Celebrate and explore the music of the Jamaican-born singer and songwriter, Clinton Fearon. Clinton will sit down virtually with NMAJH public programs manager and musician, Dan Samuels, to talk about his upbringing, musical influences, favorite collaborators, what drives his efforts to heal the world with music,  and the similarities and differences between Judaism and Rastafarianism. We will premiere captivating video recordings of Clinton and be treated to a live performance as well.

Ways to watch:
Look for the LIVE post on the Museum’s Facebook page at 6pm EST. You do not need a Facebook account to view the program.

Beginning at 6pm EST, this program will also be available at NMAJH.org via a pop-up message on the homepage. Please note that audience Q&A is only available on Facebook during the live program.

Free. Donations welcome.

About the series:

This new series explores music from varied Jewish traditions and diverse cultures, from the historic and traditional to the contemporary and reimagined. Through conversations, performances, videos, audio, and audience Q&A, this series will use music to better understand the complex, culturally diverse communities which make up the Jewish People, and our nation.

Episode presented in partnership with:

More About Clinton Fearon:

“My music is good for the soul, always with a message of hope and betterment for tomorrow.”

A member of the legendary Gladiators, one of the most popular vocal groups to emerge from Jamaica in the formative years of reggae, singer and songwriter Clinton Fearon has been bringing roots reggae music to audiences across the globe for more than four decades. Emerging from the island of Jamaica in the 1960s, reggae captivated the world with its musical calls for justice, freedom, and equality, and messages of hope and redemption. Clinton’s vibrant voice, the deep groove of his bass playing, and his visionary lyrics remind listeners that reggae is much more than just a musical style.

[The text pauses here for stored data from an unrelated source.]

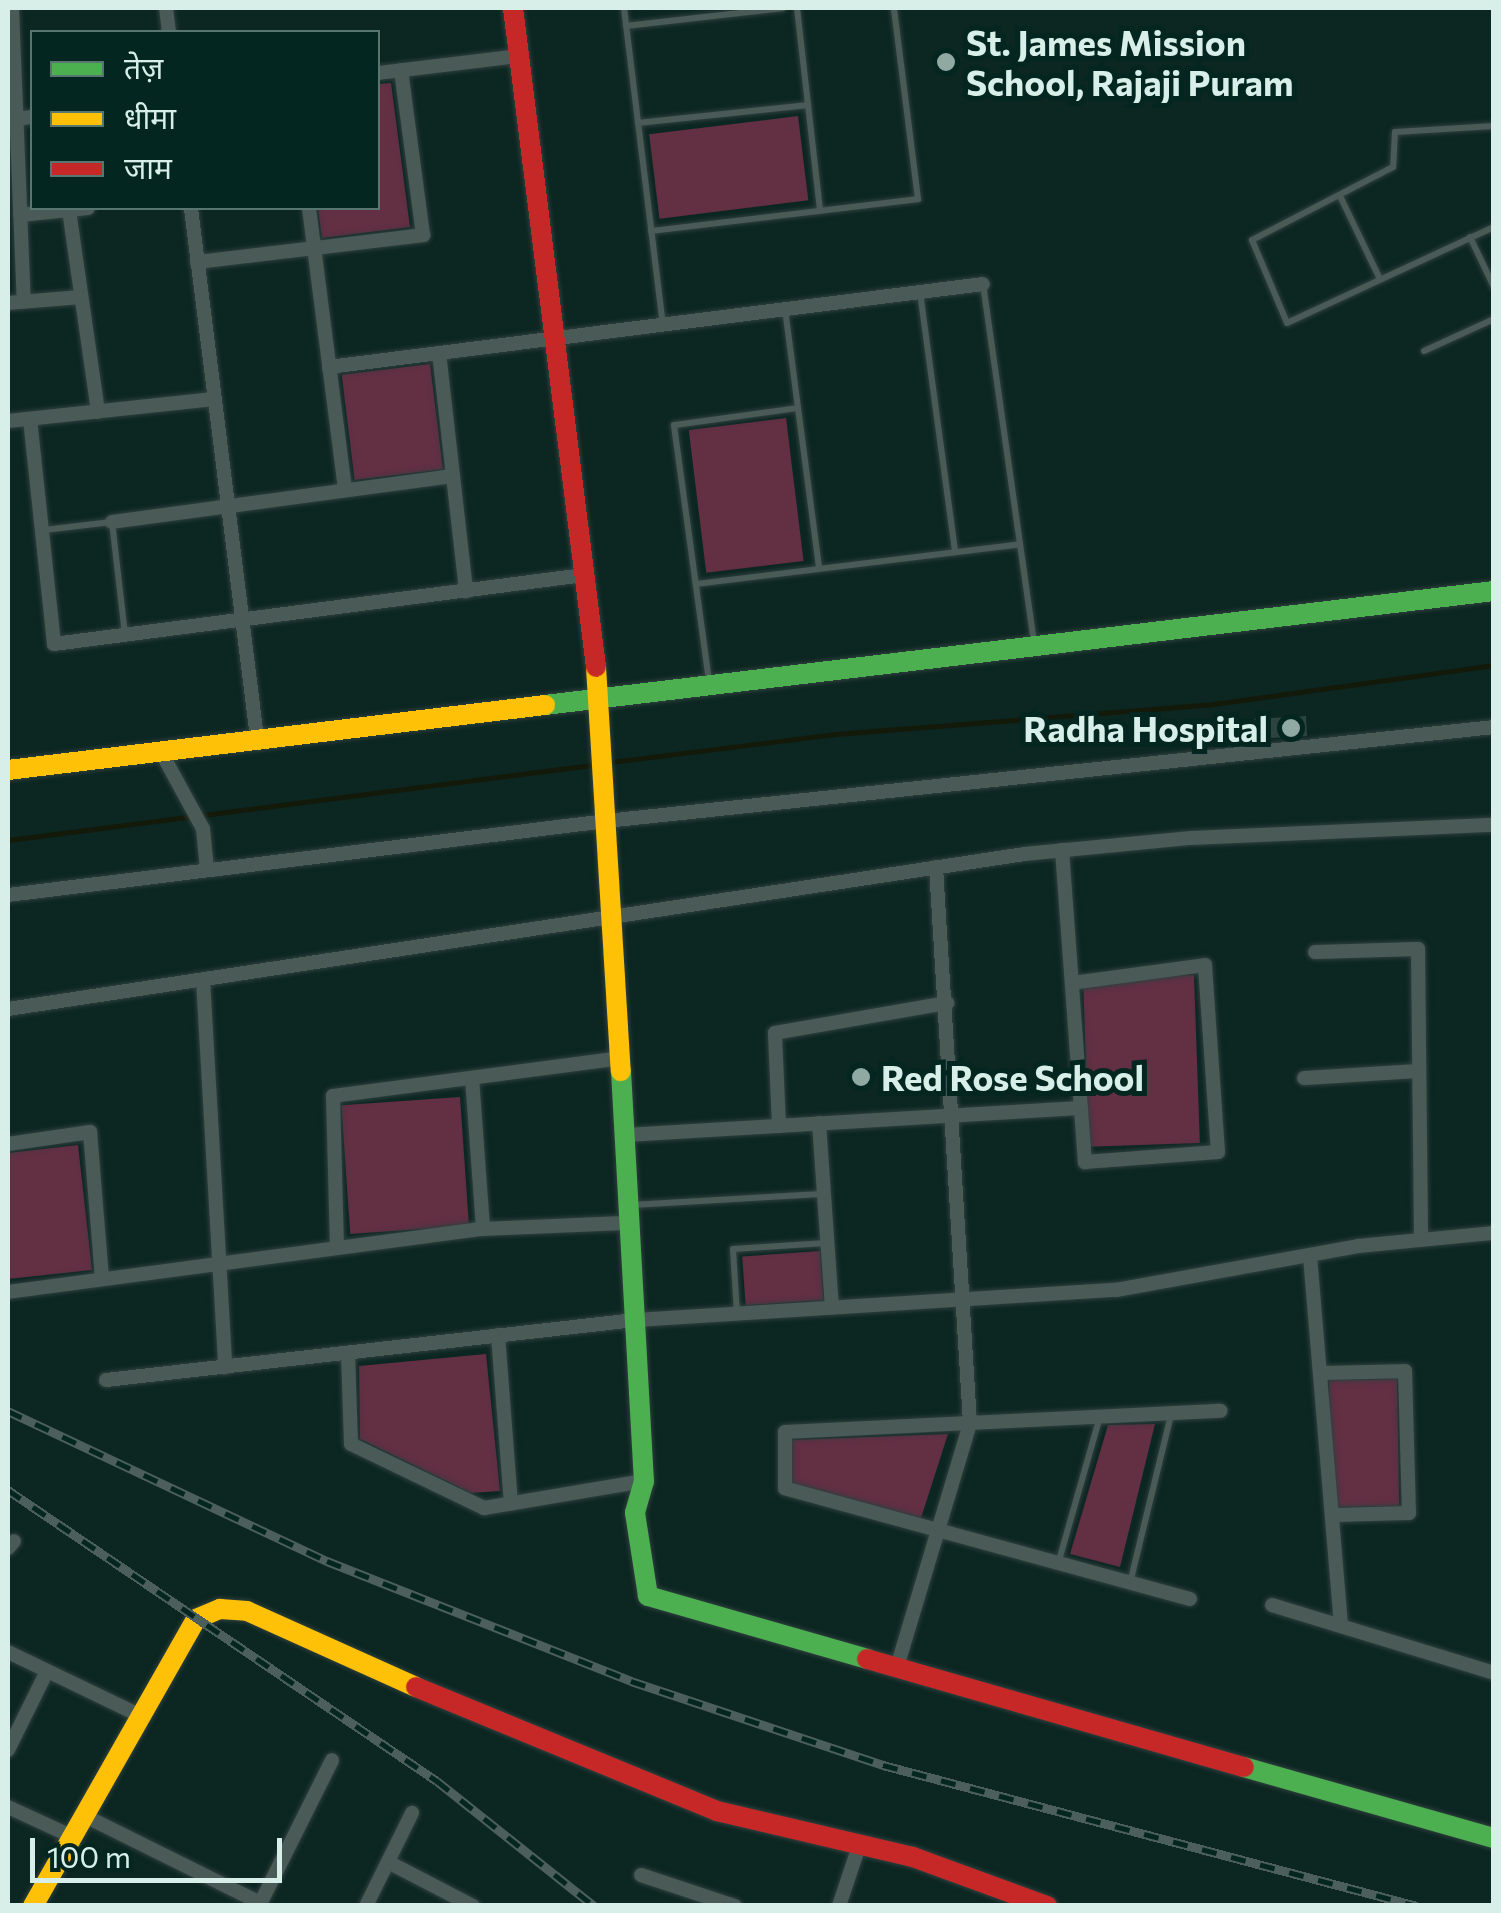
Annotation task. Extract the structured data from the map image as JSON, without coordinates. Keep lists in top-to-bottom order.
{
  "places": ["St. James Mission School, Rajaji Puram", "Radha Hospital", "Red Rose School"],
  "legend": ["तेज़", "धीमा", "जाम"],
  "scale_bar": "100 m"
}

The reggae beat, slow and steady like the human heartbeat, has roots in Jamaica’s indigenous folk percussion and the religious drumming known as nyahbingi. Reggae also drew from mento, a Jamaican folk music closely related to Trinidadian calypso, and from two popular homegrown dance styles, ska and rock steady, both influenced by American R&B and jump blues. Reggae’s development is intertwined with the history of Rastafarianism, a spiritual, social, and political movement that developed among the island’s poor beginning in the 1930s. In the volatile political climate of the 1960s, these musical antecedents fused with the social activism and spiritual consciousness of Rastafarianism to produce reggae.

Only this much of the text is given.